= Don Pendleton (artist) =

American artist and designer (born 1970)

Don Pendleton (born 1970 in Ravenswood, West Virginia) is an American artist and designer. Pendleton is most widely recognized for the large body of skateboard graphics and for the artwork of Pearl Jam's tenth studio album, Lightning Bolt.

==Life and work==
Don Pendleton grew up in Ravenswood, a rural town in West Virginia, two miles from Ripley. Influenced by his father, he started focusing on art at an early age. During Don's teen years, he was introduced to skateboarding and fell in love with it.

Pendleton graduated from Marshall University (Huntington, WV) in 1994 with a BFA in Graphic Design. In 1998, Don took a position with Alien Workshop skateboards in Dayton, OH. Pendleton created the majority of the companies graphics between the years of 1998 and 2005.

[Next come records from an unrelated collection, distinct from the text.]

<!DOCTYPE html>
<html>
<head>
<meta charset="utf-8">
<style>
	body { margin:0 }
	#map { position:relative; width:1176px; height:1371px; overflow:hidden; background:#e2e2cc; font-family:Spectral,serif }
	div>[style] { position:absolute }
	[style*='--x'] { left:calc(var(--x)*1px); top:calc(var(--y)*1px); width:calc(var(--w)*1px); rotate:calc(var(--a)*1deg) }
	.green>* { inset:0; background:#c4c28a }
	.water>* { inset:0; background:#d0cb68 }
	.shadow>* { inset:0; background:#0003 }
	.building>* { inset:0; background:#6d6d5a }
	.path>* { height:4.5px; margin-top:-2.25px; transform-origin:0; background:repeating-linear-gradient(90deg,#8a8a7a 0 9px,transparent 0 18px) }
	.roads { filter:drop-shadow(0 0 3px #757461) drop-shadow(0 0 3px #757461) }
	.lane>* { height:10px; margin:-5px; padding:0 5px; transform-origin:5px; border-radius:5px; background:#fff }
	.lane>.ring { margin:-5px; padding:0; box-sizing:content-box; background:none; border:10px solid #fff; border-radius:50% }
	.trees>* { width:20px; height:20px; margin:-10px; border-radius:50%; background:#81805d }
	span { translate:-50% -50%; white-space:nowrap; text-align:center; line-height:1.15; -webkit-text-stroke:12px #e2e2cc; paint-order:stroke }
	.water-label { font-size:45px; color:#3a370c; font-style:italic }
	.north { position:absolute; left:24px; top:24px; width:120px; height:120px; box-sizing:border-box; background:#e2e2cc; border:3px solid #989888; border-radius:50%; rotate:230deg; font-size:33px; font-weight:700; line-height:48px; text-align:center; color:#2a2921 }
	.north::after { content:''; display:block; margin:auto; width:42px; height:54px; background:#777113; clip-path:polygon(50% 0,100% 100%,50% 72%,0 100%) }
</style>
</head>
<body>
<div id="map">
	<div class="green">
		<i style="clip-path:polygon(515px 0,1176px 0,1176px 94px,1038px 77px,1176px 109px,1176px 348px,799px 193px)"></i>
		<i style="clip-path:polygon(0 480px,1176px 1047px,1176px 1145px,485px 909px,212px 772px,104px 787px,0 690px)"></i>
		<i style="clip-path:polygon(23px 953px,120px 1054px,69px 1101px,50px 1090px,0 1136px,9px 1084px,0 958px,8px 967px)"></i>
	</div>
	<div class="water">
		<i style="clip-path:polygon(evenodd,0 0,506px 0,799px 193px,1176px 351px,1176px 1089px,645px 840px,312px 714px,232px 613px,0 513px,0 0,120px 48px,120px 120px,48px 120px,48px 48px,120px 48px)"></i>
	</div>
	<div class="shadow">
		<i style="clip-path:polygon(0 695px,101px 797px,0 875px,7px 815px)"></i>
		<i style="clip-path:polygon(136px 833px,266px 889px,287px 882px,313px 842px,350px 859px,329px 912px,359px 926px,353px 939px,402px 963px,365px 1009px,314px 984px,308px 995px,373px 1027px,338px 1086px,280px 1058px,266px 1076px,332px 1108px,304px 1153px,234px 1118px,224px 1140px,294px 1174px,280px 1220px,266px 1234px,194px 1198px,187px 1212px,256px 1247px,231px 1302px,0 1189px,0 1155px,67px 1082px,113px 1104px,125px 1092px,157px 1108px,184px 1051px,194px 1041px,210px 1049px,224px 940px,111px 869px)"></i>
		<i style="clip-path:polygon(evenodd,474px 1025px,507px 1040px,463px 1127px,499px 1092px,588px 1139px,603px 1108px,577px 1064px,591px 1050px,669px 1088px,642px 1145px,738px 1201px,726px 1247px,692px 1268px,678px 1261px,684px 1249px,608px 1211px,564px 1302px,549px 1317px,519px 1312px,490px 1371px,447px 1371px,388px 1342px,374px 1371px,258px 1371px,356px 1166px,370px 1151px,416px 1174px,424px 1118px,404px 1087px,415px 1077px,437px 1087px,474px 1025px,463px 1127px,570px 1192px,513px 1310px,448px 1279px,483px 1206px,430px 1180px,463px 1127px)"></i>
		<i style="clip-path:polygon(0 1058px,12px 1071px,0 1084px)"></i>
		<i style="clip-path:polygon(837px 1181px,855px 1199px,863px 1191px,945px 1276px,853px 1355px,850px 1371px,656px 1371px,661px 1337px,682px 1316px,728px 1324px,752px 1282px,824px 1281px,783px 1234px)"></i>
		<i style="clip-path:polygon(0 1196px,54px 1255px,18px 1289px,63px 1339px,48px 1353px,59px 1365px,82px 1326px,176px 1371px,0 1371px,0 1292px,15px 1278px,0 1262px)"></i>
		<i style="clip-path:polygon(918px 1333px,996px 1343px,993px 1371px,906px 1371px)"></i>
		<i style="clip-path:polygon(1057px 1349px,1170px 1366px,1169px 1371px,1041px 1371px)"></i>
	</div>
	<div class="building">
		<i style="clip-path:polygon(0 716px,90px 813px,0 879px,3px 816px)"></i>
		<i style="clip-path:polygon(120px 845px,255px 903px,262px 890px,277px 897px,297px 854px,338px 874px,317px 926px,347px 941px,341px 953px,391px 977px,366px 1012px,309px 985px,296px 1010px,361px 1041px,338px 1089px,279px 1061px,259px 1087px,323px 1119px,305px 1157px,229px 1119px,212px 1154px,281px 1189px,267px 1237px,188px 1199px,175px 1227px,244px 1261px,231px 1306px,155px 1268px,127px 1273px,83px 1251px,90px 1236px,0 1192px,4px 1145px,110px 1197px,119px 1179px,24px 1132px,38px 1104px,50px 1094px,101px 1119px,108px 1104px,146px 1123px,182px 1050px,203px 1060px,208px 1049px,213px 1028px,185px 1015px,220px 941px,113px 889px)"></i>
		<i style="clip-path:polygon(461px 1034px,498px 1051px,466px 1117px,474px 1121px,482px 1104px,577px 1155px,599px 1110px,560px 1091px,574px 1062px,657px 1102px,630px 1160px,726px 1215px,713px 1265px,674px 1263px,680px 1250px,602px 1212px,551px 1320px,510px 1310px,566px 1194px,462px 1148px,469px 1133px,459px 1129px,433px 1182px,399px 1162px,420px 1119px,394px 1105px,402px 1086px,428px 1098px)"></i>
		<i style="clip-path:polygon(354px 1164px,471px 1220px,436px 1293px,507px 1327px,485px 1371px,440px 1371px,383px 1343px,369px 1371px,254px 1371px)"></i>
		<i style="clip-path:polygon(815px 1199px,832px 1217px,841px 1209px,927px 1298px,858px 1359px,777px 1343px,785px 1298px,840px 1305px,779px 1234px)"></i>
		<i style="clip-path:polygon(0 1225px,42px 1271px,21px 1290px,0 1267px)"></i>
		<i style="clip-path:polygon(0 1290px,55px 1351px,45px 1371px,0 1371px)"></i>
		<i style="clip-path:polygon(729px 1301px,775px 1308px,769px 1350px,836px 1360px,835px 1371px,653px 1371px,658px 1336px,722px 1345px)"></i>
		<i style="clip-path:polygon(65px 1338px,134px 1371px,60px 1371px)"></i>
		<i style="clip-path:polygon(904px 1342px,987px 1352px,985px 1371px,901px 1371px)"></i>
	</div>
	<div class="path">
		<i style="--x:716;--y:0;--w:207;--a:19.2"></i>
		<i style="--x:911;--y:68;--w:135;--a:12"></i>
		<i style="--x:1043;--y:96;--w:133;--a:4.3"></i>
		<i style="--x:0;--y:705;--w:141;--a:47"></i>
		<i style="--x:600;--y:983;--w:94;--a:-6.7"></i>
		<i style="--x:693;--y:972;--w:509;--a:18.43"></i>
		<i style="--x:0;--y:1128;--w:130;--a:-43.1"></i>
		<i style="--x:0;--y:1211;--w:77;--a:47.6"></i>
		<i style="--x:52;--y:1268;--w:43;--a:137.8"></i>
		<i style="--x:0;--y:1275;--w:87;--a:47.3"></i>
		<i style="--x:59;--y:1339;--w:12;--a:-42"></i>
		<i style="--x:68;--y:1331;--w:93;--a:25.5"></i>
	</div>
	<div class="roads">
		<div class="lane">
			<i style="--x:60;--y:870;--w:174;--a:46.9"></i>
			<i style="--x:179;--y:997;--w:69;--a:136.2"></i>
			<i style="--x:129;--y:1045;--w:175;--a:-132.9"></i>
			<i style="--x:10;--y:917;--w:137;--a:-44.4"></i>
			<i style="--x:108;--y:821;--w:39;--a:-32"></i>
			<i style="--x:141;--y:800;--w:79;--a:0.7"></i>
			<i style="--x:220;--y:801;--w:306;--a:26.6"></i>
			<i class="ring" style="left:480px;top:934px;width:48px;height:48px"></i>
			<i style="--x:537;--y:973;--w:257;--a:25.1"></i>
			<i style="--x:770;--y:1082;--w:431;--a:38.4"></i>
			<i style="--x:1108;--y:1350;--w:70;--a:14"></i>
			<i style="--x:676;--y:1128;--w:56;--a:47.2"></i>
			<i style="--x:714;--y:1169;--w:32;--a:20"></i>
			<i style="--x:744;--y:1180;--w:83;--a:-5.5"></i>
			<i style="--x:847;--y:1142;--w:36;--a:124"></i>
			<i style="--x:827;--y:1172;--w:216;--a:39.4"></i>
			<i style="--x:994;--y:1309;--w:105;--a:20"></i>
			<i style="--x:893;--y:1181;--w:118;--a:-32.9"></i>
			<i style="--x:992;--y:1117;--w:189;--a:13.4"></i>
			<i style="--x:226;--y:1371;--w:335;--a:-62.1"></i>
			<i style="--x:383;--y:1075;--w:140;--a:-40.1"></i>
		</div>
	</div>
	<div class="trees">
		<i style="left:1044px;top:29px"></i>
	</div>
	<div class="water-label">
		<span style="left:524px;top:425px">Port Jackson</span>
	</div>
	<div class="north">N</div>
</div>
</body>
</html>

In 2006, Don accepted a position at Element Skateboards as graphic artist /designer and continued with skateboard graphics, logo, and T-shirt design as well as packaging and marketing for the brand.

In 2008 Pendleton was the subject of a documentary entitled, 'Little Giants'.

Pendleton left Element Skateboards in 2009 to focus on freelance art, painting, and design. His work ended up on the cover of Juxtapoz Magazine in June, 2012 with a feature on his work and interview.

He has produced signature collaborative products with companies such as Volcom, Oakley, Stance Socks, The Hundreds, Mountain Dew, Logitech and has worked with the most popular companies in skateboarding and action sports.

Pendleton released a book of art in 2014 featuring 15 years of illustrations, entitled "Limerence". He also worked with Poster Child Prints who publish limited edition screen prints of his work.

In 2024 Pendelton worked with Blenko Glass Company to design art glass in the shape of an owl.

==Exhibitions and awards==
In 2014, Pendleton had his first solo museum exhibit at the Huntington Museum of Art entitled, 'Fine Lines,' which was an examination and discussion of fine art vs. commercial art and skateboard graphics. There was also a 3-day workshop and public presentation as part of the exhibit.

Recently Pendleton won a Grammy Award for Best Recording Package in January 2015 for his artwork on the Lightning Bolt album cover and illustrations, sharing the win with Jeff Ament, Eddie Vedder, and Joe Spix.

==Influence==
Pendleton has been influenced by the skateboard culture and graphics he grew up with. Artists like Neil Blender, Mark Gonzales, and Natas Kaupas were an integral part of his tastes. Later on, he was exposed to artists such as Picasso, Marc Chagall, Kandinsky and Miro and became a big fan of cubism, abstract modern and minimalist artwork. He has also mentioned being influenced by literature, architecture, insects and animals.